Over 2,300 people have been killed in the U.S. in accidents in cars, boats, trains and planes that could have been prevented, the students found.
Written by Deborah Gage, Contributor

A team of about a dozen student journalists who spent 10 weeks this summer investigating large parts of America's transportation system -- marine, rail, aviation and auto -- uncovered more than 2,300 deaths that might have been prevented if recommendations by the National Transportation Safety Board had been implemented on time.

The students called out several government agencies for delaying the NTSB's recommendations, including the Federal Aviation Administration, the Federal Railroad Administration, the National Highway Transportation Safety Commission and more.

Sometimes the safety recommendations were opposed by industry, which viewed them as impractical or impossible and dragged them out, and sometimes they were expensive. In some cases, the agencies waited so long that the recommendations became outdated, the students found.

Meanwhile, people died. Among the causes of death were ice that had built up on aircraft wings, runway problems, pilots who were overtired, and aircraft that weren't well maintained or repaired. The students said the NTSB had "essentially given up on 1,952 of its safety recommendations -- one of every six it has made since 1967."

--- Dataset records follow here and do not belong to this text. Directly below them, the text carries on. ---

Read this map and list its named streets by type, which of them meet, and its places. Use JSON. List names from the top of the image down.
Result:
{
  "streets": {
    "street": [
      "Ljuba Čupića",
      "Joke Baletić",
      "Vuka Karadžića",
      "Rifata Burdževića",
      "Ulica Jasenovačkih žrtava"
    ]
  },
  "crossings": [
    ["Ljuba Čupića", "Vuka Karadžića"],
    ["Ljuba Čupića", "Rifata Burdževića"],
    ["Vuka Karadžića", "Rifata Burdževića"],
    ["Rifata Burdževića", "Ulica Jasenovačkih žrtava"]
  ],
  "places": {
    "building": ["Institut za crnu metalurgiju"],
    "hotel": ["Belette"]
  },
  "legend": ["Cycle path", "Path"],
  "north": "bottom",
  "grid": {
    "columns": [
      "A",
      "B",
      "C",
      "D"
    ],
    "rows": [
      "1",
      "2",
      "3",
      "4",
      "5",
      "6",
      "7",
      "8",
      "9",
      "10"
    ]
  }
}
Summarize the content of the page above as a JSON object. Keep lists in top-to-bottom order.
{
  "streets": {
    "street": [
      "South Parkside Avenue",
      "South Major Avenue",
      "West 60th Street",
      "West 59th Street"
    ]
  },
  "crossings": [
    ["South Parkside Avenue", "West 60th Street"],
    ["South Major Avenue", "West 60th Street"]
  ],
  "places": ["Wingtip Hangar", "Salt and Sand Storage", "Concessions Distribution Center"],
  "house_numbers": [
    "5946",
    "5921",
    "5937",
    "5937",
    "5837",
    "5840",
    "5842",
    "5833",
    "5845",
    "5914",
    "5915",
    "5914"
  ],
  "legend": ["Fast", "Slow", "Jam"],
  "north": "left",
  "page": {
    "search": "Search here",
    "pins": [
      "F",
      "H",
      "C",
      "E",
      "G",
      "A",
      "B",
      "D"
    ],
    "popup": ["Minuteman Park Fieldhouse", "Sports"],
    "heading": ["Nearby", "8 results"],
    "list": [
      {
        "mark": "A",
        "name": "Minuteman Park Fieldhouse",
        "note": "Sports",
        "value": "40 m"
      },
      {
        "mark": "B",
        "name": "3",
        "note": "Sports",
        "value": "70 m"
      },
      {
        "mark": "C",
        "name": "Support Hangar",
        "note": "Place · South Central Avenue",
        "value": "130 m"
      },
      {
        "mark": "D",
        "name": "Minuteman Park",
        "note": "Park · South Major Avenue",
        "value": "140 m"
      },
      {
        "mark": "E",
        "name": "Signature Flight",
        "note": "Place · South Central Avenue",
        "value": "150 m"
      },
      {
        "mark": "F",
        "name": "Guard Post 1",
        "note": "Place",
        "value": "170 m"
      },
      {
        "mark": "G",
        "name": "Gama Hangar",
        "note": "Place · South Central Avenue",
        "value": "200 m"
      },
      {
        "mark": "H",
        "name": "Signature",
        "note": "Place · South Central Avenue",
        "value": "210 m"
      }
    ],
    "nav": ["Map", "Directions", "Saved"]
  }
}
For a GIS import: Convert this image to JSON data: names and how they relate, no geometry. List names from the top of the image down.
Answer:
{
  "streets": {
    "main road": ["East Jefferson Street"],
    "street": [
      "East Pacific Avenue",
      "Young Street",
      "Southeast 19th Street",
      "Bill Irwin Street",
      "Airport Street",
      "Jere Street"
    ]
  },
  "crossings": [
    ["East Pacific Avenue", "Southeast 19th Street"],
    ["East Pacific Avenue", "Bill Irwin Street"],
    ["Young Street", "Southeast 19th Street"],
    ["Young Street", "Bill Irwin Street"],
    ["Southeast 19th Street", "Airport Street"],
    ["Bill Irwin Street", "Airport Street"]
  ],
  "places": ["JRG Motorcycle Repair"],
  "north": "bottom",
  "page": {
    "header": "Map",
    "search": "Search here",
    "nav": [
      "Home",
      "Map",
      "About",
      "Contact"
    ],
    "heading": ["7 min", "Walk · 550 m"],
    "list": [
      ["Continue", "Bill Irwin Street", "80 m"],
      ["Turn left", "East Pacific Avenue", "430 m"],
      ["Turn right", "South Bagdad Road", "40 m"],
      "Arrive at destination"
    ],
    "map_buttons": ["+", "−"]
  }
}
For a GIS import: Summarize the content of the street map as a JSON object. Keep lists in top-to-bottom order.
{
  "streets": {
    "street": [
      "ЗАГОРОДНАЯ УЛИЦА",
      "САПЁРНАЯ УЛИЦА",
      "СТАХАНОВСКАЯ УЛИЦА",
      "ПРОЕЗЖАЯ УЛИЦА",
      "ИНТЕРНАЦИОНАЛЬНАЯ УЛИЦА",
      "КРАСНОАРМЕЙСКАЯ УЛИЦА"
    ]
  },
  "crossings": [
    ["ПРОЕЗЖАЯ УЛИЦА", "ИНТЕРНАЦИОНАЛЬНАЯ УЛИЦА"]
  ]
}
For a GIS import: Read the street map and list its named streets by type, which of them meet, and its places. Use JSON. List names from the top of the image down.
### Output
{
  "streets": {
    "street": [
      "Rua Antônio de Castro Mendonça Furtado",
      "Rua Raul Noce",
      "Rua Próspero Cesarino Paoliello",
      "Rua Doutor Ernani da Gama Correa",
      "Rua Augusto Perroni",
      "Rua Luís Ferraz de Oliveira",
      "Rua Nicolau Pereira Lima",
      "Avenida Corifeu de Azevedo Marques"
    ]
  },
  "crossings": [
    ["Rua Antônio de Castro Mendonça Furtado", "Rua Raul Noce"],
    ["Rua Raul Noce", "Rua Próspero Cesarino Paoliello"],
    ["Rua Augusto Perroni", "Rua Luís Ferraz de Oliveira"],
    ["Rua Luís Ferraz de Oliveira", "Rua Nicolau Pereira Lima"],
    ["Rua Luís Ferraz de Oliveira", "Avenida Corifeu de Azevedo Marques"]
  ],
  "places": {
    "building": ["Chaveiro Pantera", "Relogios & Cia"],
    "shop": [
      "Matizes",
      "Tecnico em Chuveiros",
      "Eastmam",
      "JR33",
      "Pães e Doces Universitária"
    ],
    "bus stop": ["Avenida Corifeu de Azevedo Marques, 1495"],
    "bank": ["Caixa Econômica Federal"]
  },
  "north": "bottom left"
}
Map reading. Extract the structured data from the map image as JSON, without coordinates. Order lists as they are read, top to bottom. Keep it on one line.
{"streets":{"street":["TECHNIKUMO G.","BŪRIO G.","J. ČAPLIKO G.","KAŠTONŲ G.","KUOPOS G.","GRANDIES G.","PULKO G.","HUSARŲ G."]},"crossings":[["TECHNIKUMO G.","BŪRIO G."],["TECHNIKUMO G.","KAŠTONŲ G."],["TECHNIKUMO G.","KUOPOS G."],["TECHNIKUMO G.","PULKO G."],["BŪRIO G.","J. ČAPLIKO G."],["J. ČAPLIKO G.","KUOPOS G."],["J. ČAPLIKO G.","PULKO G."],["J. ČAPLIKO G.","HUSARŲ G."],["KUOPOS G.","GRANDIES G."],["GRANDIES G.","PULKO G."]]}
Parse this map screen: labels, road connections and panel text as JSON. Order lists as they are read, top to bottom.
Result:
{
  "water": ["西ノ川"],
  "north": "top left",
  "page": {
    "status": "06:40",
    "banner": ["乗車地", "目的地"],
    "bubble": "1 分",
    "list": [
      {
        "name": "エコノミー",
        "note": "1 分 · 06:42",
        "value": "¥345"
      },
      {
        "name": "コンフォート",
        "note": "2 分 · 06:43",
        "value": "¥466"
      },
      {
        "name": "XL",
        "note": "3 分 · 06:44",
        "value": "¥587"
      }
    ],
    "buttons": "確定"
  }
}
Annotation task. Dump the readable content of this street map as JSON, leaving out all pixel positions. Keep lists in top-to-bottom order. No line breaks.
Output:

In the last decade, according to students' data, the average time to implement NTSB recommendations has grown by two years -- from 3.4 years to 5.4 years. The Transportation Department is now trying to shorten the delays, a spokesman told the Washington Post, which has been running the students' stories.

You can get the full multimedia package, which includes 23 stories, here. The students were part of the Carnegie-Knight Journalism Initiative and worked with faculty at Arizona State University's School of Journalism. Help was also supplied by the Center for Public Integrity, a non-profit.